Apropos Goethe und Bildung. Weil, neulich las es sich im
Werbeblättchen meines Lieblingsdiscounters im Zusammenhang mit Food und Balance
so: Schonkost zur Linderung akuter Resorptionsstörungen des Darms, Diabetes zur
Regulierung der Glucoseversorgung, Adipositas zur Verringerung von Übergewicht
und Renal zur Unterstützung der Nierenfunktion bei chronischer
Niereninsuffizienz. Weil ich jetzt diesbezüglich keine Beschwerden habe, habe
ich mir davon keinen Vorrat angelegt. Aber bei Superfood verschiedene Sorten,
wie Huhn & Granatapfelkerne + Quinoa, hallo, da konnte ich natürlich nicht
widerstehen. Da hab ich aber stapelweise in den Einkaufswagen. Was mich wohl
gewundert hat, der Kunde hinter mir, also hinter dem Kundentrenner, meinte zu
mir mit Blick auf den Stapel: "Da lässt der kleine Schatz es sich aber gut
gehen." Das fand ich persönlich jetzt schon ein kleinwenig übergriffig,
mich Schatz zu nennen. Ich habe deshalb sicherheitshalber noch einen zweiten
Kundentrenner hinzugefügt. Zuhause ist mir aber dann doch aufgefallen, dass
dieses edle Essenssortiment nicht für mich bestimmt ist, sondern für Katzen und
Hunde.
Wie komm ich drauf? Ach ja, Goethe, Schiller und
Shakespeare, der ja den Romeo erfunden hat. Weil, Romeo heißt nämlich die Marke
für Tiernahrung. Was mich betrifft, ich hab jetzt so viel davon eingekauft und
da ist ja wirklich nur das Beste drin. Davon abgesehen habe ich schon oft gedacht,
dass bei uns die Katzen und Hunde besser essen als die Mehrheit der Menschen
auf diesem Planeten. Also ich gebs jedenfalls nicht zurück, obwohl ich keinen
Hund habe ...
Apropos Hund. Ich hatte ja letztens erwähnt, dass ich noch
keine Enkelkinder, also zweibeinige Enkelkinder, Kinder eben. habe. Worüber ich
aber so was von froh bin, dass mein Traummann und ich nicht Großeltern von
einem vierbeinigen Enkelkind sind, also von einem Hund. Weil, das habe ich
mittlerweile schon mitgekriegt. Dass viele junge Paare sich einen Hund
anschaffen statt eines Kindes. Da sieht man dann im Straßenbild kleine Hundis,
die im Handtäschchen getragen werden. Oder man begegnet beim Wandern Menschen,
die ihren Vierbeiner auf dem Rücken wie ein Kind tragen. Da sieht man mal, wie
alt ich bin. Zu meiner Zeit war ein Kind ein Mensch und ein Hund ein Tier. Das
hat sich aber so was von geändert!
Was sich auch geändert hat. Es gibt doch bei den Psychologen
diese Assoziationsspiele. Der Psychologe zeigt dir zum Beispiel ein Beil. Da
darfst du als Hackebeilmörder natürlich nicht den erst besten Gedanken
raushauen, Sonst kommst du nie mehr aus dem Knast. Also ratsam wäre beim Anblick
eines Beils Vergissmeinnicht oder Abendrot zu sagen. Ich komm deshalb drauf,
wenn man mir jetzt das Bild eines Koffers zeigen würde, ich käm' auf Reisen und Packen. Im Leben käm ich nicht,
und wenn es meine Freilassung bedeuten würde, im Leben käm ich nicht auf Strom.

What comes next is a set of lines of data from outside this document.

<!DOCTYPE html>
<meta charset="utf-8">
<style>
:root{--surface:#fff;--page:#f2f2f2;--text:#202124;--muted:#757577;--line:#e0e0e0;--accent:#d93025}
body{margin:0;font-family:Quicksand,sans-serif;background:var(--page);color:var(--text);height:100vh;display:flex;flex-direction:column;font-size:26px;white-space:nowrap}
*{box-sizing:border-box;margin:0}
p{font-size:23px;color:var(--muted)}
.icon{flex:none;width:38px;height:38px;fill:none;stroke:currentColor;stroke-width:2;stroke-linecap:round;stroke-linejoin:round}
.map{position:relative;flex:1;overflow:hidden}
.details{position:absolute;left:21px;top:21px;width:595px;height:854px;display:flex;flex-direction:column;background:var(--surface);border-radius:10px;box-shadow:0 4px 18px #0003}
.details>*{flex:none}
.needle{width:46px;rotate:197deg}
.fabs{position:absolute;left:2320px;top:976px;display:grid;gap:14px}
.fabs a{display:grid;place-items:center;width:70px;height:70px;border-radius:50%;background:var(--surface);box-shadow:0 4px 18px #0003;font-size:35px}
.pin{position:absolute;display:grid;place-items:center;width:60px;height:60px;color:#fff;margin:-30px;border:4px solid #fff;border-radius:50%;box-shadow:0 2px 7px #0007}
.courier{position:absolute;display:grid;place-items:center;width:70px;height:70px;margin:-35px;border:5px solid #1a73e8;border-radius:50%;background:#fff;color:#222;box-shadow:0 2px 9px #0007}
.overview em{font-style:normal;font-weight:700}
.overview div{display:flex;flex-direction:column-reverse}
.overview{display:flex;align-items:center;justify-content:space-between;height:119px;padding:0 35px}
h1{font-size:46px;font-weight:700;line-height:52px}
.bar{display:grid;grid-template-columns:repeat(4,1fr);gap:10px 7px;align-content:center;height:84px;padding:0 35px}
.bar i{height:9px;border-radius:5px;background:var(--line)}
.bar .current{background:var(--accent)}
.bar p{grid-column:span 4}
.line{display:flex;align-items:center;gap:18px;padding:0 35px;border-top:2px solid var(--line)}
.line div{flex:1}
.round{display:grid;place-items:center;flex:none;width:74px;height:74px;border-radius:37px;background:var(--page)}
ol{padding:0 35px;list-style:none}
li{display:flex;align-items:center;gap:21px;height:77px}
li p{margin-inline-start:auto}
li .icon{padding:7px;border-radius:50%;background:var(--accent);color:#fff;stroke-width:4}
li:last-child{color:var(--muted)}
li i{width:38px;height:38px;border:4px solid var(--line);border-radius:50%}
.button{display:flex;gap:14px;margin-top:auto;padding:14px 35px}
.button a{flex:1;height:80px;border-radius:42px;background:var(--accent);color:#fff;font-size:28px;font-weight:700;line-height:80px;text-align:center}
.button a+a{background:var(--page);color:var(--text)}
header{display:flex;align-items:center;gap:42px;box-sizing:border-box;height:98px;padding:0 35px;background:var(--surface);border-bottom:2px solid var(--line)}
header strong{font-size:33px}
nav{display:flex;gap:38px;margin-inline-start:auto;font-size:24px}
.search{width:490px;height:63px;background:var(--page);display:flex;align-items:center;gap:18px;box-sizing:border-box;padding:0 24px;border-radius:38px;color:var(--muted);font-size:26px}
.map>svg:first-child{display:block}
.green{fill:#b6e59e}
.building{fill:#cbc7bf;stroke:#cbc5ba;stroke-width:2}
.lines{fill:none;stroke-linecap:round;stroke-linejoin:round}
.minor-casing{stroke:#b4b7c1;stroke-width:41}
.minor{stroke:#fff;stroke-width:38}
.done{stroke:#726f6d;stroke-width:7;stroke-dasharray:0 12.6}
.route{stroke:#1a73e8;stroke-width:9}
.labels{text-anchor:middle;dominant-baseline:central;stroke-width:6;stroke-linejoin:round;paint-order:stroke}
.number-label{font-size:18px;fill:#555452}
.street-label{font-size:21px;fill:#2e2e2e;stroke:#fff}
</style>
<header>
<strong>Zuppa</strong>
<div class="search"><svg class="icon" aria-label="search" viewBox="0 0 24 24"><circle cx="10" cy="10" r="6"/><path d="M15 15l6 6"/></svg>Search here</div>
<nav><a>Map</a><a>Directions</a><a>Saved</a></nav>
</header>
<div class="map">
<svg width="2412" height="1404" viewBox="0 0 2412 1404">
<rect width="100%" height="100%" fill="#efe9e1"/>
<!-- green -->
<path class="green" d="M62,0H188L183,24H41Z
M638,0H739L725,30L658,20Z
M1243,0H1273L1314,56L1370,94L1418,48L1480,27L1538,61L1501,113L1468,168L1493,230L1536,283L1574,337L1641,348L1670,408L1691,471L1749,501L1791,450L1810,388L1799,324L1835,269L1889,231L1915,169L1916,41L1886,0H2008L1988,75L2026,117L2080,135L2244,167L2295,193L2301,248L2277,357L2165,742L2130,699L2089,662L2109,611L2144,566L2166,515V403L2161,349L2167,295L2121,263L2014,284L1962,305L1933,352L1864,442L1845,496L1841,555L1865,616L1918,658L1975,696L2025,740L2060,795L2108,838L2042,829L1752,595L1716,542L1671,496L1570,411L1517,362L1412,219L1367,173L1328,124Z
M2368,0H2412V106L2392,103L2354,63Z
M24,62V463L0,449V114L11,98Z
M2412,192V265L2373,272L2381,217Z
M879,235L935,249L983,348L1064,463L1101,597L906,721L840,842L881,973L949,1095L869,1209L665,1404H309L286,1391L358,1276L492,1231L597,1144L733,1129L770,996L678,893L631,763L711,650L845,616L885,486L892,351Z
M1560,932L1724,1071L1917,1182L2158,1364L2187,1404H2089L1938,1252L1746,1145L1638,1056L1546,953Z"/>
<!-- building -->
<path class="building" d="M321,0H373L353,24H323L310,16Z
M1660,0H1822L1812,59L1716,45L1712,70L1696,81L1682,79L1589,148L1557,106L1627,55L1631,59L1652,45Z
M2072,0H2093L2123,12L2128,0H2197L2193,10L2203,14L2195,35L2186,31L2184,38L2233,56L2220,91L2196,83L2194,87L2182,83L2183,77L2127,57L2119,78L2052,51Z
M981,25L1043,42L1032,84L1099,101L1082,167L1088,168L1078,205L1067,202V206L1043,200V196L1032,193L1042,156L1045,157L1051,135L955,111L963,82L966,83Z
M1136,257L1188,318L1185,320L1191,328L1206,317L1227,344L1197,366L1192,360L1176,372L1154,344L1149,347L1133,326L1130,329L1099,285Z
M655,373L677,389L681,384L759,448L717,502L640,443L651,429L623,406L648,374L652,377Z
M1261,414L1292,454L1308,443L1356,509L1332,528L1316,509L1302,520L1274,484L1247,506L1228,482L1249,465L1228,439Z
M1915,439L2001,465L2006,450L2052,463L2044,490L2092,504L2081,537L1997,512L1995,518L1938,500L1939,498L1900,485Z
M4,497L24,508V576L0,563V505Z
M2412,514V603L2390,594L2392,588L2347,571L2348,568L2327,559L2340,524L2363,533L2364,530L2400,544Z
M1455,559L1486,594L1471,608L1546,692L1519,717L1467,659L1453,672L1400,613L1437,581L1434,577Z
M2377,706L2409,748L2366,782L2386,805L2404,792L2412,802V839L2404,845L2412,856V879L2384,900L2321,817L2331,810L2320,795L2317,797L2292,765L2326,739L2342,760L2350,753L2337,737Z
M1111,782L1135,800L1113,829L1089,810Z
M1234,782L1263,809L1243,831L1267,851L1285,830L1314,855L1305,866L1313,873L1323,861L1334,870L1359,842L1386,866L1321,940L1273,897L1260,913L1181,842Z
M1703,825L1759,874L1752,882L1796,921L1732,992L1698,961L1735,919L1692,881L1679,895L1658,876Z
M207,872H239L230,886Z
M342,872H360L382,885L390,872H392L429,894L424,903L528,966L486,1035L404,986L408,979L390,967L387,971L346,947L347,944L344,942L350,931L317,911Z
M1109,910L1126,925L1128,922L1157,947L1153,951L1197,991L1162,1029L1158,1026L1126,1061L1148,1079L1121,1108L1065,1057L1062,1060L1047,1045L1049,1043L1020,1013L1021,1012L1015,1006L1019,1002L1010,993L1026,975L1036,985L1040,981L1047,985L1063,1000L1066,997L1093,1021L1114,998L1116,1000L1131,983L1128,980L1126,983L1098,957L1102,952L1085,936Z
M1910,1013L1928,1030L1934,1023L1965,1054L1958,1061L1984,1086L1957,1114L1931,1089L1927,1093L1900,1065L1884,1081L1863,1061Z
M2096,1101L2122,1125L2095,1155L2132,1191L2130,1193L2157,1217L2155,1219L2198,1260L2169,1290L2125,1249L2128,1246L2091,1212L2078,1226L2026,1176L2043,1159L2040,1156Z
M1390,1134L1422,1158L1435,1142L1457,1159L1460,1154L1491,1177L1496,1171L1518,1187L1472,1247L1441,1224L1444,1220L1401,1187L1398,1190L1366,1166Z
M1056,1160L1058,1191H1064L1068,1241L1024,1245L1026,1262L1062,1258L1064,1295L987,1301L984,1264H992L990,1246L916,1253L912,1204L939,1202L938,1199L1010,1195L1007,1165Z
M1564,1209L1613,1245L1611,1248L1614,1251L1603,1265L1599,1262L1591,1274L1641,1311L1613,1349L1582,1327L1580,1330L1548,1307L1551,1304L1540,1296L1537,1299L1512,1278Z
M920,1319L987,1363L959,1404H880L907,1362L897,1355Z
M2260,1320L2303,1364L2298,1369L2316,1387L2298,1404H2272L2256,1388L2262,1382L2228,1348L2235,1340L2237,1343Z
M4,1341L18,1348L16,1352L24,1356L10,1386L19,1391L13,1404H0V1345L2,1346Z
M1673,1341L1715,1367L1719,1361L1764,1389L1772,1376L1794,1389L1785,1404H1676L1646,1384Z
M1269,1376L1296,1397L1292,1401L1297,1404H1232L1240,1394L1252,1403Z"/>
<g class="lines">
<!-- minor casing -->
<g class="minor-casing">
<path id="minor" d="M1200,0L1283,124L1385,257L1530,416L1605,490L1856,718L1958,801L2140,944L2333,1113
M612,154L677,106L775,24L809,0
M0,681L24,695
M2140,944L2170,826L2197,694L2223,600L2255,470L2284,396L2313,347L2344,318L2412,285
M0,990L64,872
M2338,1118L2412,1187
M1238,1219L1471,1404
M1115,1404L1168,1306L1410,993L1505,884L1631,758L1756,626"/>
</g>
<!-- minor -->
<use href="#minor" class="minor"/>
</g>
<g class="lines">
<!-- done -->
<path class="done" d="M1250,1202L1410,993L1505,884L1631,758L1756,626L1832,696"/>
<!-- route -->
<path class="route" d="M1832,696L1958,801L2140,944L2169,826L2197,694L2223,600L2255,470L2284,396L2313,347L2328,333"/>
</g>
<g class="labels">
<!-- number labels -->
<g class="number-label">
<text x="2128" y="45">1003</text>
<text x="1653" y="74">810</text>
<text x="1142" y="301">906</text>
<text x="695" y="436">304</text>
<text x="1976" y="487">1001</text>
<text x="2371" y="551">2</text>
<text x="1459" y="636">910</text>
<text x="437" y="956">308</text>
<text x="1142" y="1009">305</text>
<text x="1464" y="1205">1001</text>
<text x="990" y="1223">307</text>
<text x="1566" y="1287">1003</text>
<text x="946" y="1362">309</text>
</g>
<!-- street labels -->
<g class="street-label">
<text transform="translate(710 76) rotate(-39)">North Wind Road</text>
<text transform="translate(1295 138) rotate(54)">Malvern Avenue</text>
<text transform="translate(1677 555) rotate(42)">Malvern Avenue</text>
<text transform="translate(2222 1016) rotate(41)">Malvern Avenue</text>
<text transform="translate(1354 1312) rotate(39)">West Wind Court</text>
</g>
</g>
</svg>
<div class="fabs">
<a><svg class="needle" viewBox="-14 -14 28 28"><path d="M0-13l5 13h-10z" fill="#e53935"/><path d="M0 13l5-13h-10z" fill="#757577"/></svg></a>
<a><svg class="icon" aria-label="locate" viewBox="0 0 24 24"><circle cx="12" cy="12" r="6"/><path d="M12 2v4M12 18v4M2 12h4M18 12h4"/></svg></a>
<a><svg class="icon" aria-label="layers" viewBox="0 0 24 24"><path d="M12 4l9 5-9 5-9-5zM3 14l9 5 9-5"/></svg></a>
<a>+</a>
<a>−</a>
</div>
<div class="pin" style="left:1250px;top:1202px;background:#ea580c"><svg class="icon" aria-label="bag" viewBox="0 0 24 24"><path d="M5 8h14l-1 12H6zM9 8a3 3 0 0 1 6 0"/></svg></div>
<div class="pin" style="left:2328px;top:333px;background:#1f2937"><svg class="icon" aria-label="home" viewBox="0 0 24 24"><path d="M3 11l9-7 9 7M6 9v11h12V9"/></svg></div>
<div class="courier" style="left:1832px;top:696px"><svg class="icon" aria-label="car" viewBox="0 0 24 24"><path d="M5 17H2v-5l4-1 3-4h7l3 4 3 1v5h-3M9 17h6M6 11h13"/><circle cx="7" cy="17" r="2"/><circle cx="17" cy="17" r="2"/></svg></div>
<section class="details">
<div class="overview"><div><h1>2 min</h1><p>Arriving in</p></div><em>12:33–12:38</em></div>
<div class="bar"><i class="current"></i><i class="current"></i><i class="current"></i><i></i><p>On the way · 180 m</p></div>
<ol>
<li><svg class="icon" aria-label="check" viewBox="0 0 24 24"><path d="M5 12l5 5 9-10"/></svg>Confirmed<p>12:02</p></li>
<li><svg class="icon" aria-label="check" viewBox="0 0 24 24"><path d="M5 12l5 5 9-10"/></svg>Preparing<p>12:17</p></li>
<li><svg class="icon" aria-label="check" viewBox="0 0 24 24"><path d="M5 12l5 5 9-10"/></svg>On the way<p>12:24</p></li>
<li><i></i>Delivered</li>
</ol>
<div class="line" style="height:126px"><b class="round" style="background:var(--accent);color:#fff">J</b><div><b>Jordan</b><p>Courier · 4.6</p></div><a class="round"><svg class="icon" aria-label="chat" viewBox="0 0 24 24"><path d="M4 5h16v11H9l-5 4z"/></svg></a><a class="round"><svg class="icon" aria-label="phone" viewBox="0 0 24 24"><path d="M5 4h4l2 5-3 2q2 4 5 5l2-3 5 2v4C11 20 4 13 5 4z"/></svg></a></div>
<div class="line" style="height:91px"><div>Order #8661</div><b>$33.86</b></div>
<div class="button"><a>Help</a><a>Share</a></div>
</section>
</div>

Wurde doch im Werbeblättchen meines Lieblingsdiscounters ein Boardcase beworben
mit integrieter Powerbank (10.000 mAh). Hallo, Strom aus dem Koffer!? Wobei,
ich bin da ganz stark am Überlegen. Also wenn die sich da auf dem Balkan
streiten und deshalb bei uns die Radiowecker falsch gehen, weil die Frequenz im
europäischen Stromnetz zu niedrig ist. Also da nehm ich doch glatt lieber den
Strom aus dem Koffer. Da bin ich auf der sicheren Seite.
Ja, vieles hat sich geändert: Enkelkinder sind nicht mehr
notwendigerweise Kinder und der Strom kommt aus dem Koffer. Was sich aber
offensichtlich noch nicht wirklich geändert hat, ist das Frauenbild. Wie sonst
erklärt sich folgende Seite im Werbeblättchens meines Lieblingsdiscounters?
Dort sieht man eine junge Frau, glücklich ins Bügeln vertieft. und die Lettern
dazu: Mit Volldampf ins Bügelglück. Was hat denn da die Verantwortlichen
geritten?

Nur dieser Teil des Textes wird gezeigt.